I do think we’re seeing a lashback and 1MDB is going to be just one example of enforcement agencies hitting back.
— Clare Rewcastle Brown

 Brown will address anti-fraud professionals from the Asia-Pacific region at the 2016 ACFE Fraud Conference Asia-Pacific at the Marina Bay Sands in Singapore, 20-22 November. Despite having an arrest warrant issued for her by a Malaysian court, Brown remains optimistic that corruption on a global scale can be defeated.
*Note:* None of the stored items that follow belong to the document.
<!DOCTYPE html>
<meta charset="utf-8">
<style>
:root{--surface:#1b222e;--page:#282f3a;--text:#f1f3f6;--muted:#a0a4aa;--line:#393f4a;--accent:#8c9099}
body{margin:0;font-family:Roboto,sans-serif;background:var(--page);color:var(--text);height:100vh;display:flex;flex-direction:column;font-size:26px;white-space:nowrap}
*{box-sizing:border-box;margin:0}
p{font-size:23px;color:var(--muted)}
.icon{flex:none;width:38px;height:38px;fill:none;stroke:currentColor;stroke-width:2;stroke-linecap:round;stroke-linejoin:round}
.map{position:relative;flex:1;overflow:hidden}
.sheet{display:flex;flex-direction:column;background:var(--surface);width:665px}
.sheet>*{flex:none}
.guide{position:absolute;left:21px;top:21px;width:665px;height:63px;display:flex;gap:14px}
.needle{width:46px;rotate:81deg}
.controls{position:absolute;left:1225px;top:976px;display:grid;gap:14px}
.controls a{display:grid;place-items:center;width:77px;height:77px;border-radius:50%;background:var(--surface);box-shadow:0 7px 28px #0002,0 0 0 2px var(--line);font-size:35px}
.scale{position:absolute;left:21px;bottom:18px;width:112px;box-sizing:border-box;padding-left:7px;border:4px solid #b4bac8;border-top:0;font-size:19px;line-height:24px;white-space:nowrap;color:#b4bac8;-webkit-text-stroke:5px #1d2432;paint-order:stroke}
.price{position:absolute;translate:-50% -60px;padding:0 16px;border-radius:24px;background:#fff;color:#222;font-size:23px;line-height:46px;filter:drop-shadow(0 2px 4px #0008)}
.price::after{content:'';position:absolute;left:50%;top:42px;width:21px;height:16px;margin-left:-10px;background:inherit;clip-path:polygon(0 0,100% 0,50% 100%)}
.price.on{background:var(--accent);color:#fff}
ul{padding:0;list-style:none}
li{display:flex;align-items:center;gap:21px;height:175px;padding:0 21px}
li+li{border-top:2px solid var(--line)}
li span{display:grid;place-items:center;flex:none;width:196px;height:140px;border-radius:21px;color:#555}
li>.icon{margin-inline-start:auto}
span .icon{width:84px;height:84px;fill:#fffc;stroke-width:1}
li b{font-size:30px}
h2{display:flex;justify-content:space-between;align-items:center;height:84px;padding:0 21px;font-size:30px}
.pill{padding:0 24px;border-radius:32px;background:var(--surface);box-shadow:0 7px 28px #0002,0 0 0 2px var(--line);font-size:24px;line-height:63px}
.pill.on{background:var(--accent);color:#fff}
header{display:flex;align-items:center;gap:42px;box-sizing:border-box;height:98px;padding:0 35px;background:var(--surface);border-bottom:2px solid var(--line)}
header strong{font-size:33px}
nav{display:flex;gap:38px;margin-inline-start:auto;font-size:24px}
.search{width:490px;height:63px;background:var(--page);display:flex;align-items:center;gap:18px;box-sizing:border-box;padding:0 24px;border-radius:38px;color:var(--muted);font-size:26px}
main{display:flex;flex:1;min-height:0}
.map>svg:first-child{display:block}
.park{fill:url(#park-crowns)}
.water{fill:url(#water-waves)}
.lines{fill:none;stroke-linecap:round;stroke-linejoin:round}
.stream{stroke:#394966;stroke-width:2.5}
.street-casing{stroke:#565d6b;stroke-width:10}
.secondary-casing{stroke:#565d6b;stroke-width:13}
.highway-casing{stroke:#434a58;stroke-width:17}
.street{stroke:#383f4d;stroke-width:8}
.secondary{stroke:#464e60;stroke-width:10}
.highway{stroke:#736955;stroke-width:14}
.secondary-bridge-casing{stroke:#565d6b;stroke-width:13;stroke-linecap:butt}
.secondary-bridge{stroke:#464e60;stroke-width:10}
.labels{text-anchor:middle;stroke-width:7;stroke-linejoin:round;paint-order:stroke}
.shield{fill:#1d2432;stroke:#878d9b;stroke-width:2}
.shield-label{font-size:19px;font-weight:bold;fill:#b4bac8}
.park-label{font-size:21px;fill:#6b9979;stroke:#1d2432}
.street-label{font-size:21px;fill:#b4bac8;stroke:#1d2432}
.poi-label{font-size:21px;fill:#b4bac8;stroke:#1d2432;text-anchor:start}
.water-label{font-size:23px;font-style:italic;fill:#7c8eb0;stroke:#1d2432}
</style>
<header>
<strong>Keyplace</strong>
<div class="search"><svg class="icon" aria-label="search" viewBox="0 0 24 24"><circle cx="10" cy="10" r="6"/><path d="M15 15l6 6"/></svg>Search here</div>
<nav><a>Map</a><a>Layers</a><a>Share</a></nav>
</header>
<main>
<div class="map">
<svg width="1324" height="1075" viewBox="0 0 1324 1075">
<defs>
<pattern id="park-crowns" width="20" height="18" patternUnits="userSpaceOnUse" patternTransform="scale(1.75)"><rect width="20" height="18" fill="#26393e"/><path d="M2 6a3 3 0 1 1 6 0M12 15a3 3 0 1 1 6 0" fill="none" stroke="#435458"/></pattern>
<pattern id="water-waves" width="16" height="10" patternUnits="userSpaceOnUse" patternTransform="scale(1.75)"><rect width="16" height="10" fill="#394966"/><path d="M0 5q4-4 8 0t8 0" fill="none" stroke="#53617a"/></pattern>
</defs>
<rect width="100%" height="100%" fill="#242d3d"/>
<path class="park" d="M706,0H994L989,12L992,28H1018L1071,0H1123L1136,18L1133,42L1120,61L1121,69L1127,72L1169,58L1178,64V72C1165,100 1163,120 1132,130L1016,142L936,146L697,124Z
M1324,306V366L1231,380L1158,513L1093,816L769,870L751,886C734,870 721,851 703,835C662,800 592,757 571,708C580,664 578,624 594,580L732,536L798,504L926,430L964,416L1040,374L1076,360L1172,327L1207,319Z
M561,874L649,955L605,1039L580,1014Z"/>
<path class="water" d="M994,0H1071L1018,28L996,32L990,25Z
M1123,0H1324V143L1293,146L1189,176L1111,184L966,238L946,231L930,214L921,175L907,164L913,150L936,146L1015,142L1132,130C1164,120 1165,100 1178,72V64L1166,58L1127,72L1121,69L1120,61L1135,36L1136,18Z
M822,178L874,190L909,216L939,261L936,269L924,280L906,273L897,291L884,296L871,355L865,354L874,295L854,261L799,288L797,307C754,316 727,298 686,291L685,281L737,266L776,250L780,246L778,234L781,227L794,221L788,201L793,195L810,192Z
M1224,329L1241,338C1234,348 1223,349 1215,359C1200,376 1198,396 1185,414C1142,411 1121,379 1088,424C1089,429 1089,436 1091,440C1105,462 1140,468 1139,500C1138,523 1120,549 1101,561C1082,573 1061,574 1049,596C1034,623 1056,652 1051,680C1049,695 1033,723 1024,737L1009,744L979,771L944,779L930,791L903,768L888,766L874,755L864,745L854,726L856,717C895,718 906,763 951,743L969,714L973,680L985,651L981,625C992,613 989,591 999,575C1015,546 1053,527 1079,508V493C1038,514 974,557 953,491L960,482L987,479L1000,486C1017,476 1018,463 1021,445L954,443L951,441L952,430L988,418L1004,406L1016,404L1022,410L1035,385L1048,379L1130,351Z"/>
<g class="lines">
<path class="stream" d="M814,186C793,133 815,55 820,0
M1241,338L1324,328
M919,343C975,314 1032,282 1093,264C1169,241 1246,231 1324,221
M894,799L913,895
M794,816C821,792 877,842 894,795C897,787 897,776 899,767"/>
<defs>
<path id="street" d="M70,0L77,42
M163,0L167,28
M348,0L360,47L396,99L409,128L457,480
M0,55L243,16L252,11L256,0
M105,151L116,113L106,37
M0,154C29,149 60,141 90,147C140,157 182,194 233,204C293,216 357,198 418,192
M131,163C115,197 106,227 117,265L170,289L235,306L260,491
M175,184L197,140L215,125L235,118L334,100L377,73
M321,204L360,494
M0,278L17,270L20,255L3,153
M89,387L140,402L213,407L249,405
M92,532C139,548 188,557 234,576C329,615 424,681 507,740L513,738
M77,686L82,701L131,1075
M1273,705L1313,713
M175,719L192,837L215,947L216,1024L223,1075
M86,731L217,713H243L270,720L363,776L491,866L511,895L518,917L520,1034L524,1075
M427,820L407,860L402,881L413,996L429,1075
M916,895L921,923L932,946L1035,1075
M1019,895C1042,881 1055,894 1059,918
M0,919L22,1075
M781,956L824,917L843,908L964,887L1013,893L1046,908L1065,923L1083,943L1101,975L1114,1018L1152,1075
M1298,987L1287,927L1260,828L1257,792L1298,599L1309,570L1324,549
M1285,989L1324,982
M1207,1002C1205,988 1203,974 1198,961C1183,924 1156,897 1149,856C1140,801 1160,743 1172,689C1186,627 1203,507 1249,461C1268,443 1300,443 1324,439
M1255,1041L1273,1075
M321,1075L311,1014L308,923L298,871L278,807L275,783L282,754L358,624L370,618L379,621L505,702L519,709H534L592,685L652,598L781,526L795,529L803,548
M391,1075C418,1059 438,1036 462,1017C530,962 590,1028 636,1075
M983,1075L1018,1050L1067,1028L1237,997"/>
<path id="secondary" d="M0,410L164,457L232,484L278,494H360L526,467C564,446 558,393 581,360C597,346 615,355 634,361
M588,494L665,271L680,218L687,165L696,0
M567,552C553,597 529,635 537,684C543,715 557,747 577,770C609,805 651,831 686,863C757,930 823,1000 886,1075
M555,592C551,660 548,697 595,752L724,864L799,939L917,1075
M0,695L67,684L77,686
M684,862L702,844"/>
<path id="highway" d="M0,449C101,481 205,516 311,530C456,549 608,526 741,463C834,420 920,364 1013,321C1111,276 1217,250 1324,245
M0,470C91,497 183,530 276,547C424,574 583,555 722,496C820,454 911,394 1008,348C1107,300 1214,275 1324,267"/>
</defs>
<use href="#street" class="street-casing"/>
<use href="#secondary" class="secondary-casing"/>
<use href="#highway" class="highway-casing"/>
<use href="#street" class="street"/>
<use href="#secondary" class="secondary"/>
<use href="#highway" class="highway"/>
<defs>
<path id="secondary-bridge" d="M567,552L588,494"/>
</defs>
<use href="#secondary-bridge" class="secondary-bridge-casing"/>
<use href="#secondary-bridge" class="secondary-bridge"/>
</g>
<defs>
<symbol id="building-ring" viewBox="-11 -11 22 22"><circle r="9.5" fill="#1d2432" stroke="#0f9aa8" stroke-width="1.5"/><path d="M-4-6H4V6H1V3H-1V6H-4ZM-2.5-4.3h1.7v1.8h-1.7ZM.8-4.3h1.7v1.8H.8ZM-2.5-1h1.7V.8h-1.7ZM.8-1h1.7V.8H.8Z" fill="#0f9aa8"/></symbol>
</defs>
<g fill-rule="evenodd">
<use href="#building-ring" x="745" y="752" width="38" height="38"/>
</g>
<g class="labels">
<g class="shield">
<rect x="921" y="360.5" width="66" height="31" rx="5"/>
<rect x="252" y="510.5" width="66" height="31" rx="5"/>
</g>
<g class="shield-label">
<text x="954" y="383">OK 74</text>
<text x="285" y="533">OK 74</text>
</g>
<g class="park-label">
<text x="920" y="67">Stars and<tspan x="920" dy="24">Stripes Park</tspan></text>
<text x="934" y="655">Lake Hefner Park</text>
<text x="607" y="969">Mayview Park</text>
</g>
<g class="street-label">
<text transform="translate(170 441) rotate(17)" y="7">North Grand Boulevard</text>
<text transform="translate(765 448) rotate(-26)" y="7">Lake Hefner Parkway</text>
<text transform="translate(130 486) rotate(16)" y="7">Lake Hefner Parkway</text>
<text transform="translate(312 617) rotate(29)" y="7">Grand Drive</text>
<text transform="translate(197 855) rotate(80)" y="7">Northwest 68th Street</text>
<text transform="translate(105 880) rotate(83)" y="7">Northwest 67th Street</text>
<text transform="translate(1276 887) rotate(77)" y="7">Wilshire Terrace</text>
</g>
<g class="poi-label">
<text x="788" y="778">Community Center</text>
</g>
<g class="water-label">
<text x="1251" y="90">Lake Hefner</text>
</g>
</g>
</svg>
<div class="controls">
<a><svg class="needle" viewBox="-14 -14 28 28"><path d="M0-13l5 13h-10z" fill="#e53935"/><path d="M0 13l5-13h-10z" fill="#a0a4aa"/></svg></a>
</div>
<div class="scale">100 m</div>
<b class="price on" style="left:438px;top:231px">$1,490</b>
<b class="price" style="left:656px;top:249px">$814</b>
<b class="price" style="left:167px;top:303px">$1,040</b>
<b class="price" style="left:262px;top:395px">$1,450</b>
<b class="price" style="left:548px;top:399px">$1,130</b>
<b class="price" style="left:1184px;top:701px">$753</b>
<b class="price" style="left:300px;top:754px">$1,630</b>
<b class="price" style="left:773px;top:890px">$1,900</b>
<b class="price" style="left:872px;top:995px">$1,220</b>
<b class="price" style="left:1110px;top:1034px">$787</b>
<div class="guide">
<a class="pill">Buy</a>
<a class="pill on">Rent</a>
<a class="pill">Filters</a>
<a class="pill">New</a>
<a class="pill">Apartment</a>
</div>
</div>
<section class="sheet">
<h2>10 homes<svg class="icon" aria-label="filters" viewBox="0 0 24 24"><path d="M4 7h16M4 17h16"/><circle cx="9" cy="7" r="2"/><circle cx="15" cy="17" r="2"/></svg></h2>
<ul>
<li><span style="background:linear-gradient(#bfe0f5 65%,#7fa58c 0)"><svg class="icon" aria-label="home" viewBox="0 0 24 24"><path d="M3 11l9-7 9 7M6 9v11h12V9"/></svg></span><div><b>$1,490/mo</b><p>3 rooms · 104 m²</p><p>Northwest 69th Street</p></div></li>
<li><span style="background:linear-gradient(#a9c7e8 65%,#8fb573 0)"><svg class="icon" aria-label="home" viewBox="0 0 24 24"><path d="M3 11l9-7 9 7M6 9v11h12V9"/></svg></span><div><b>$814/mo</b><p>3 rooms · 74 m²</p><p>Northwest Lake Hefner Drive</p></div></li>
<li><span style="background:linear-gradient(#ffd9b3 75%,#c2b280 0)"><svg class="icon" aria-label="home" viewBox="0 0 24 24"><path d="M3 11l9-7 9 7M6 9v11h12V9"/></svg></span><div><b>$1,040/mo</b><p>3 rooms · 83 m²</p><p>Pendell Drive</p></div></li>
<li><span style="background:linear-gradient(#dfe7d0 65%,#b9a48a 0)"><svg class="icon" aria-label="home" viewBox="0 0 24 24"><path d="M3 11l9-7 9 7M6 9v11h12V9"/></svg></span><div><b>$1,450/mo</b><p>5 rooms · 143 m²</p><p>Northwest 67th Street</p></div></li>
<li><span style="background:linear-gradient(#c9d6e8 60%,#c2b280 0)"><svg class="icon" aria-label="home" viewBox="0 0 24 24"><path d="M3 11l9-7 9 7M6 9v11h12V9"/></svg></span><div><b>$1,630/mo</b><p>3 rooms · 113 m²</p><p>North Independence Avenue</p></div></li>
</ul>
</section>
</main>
She said, “I do think we’re seeing a lashback and 1MDB is going to be just one example of enforcement agencies hitting back.”

 She will be joined by keynote speakers Brian Hay, Former Detective Superintendent of the Queensland Police and General Manager of Security Dimension Data, and Cliff Lansley, Director of 21st Century Learning & Consulting, LLC and Chairman of the Emotional Intelligence Academy, among others.

 Concurrent sessions will include discussions about cross-border fraud investigations in greater China, cyberattacks, and the challenges whistleblowers face and how to protect them. The conference will also feature the release of the Report to the Nations on Occupational Fraud and Abuse: 2016 Asia-Pacific Edition.

 According to the ACFE’s 2016 Report to the Nations, companies worldwide lose an estimated 5 percent of their revenues to fraud. In the Asia-Pacific region, the median cost of each fraud per instance is USD 245,000. More than half of the fraud cases reported resulted from corruption schemes and fraud cases that occurred in a governmental organization cost an average of USD 500,000.